An ethical claim on a natural fragrance ingredient is only as good as the evidence behind it. Aromatic naturals pass through long, often informal supply chains — from a wild collector or smallholder, through cooperatives and traders, to distillation and export — and problems can hide at every step. This article sets out what ethical sourcing genuinely involves for essential oils, absolutes and botanicals, and what a buyer should ask for.
What ethical sourcing actually covers
Ethical sourcing has two inseparable dimensions.
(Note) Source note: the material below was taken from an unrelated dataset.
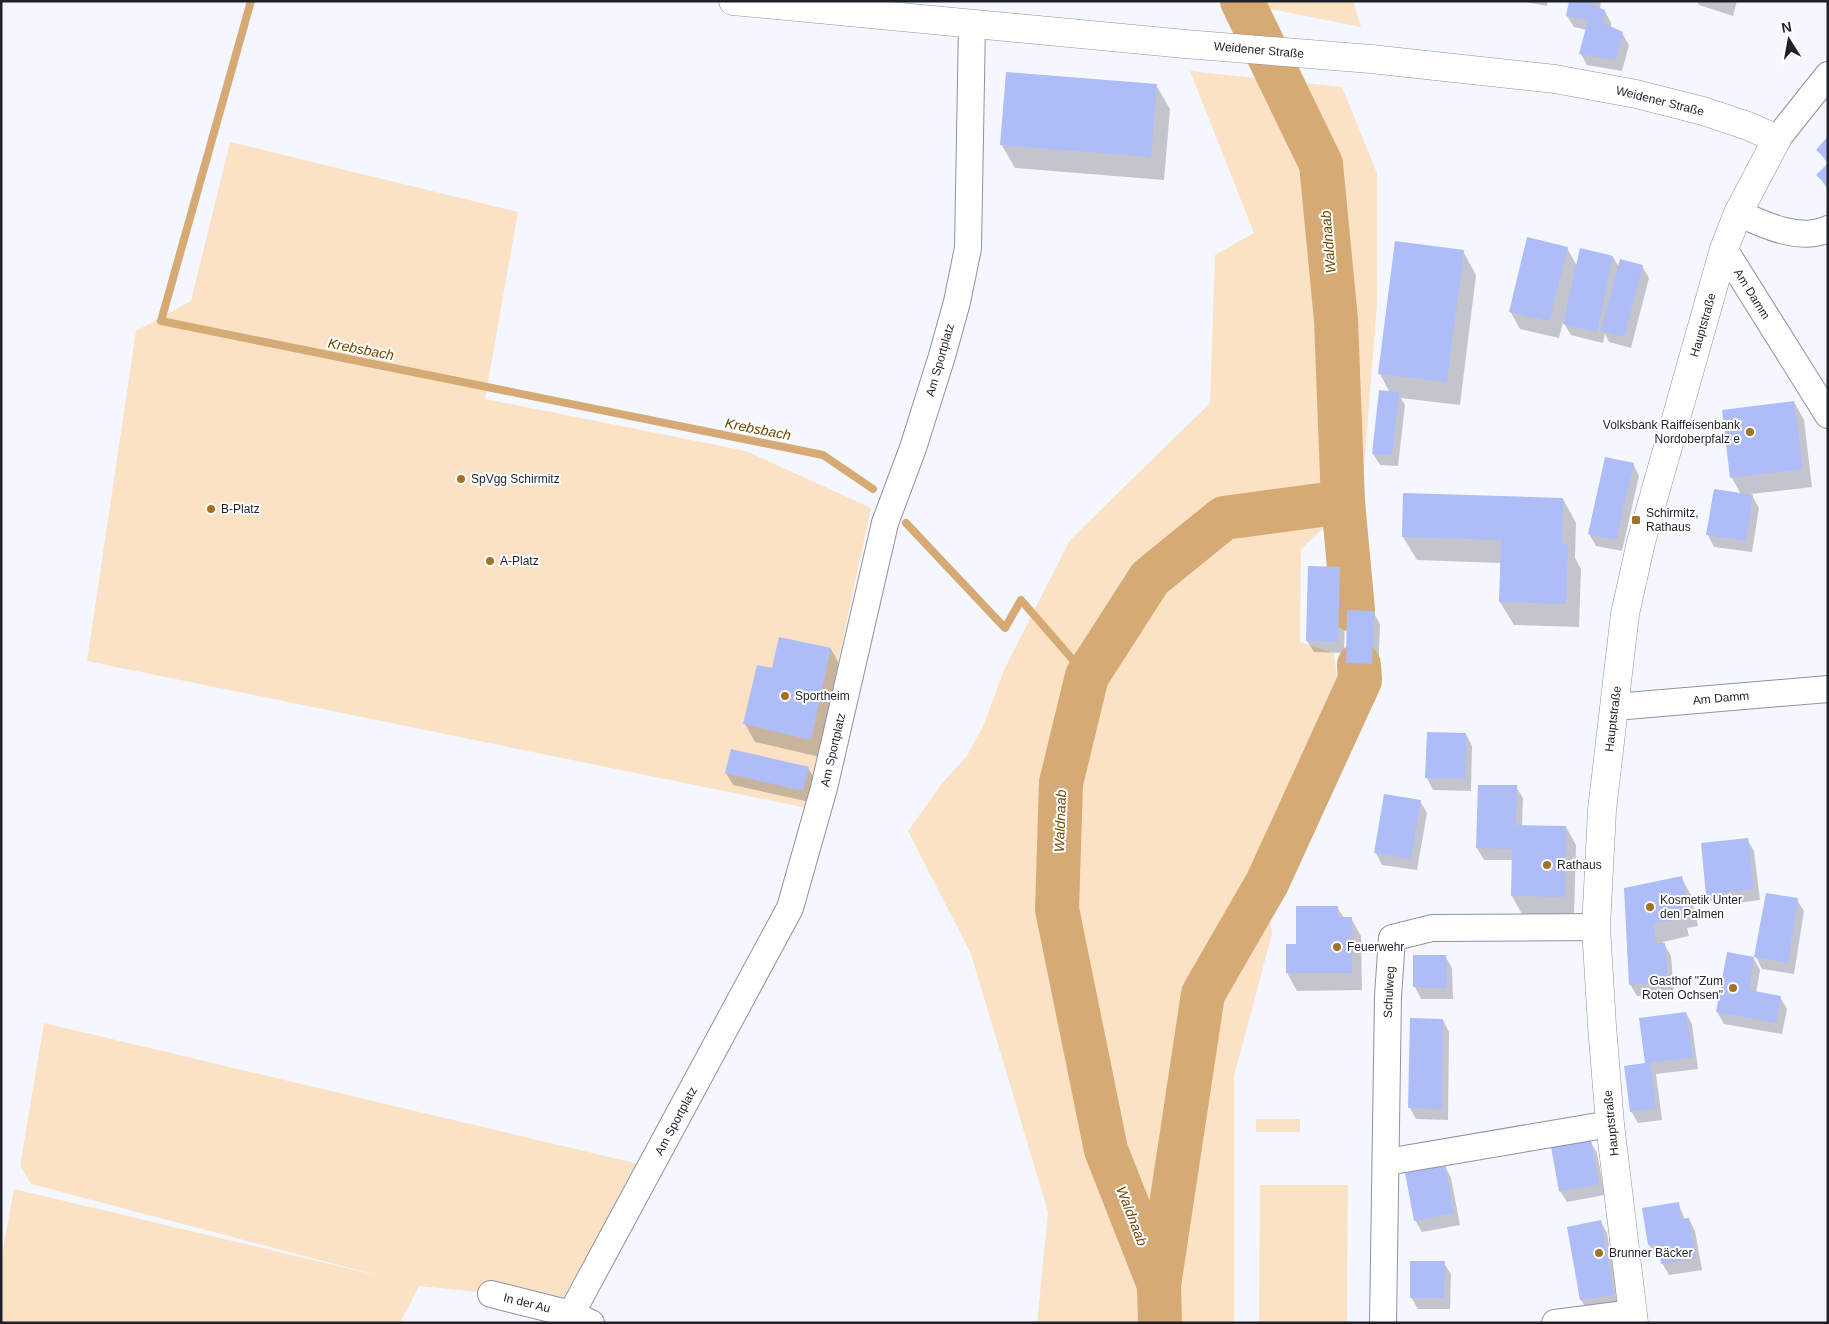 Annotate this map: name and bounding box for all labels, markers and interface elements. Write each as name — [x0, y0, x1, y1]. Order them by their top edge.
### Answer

The first is human: fair and predictable pay for smallholder farmers and wild collectors, stable long-term relationships rather than one-off spot buys, safe labour conditions, no child labour, and real benefit flowing back to the collecting community. The second is ecological: harvesting within limits the plant population can regenerate. A material can be socially fair yet ecologically ruinous, or sustainably wild-harvested by underpaid collectors. A credible claim addresses both.
The over-harvesting risk in wild aromatics
Many prized aromatics are wild-collected from slow-growing species, and this is where biodiversity risk concentrates. Sandalwood, agarwood (oud), several frankincense (Boswellia) species and rosewood are all subject to pressure where demand outpaces natural regeneration. Over-tapping frankincense trees, for instance, can reduce seed viability and undermine future stands. Cultivation and plantation programmes, alongside genuine regeneration efforts, can relieve this pressure — but only when they are real and verifiable, not a label of convenience over material that is still being stripped from the wild.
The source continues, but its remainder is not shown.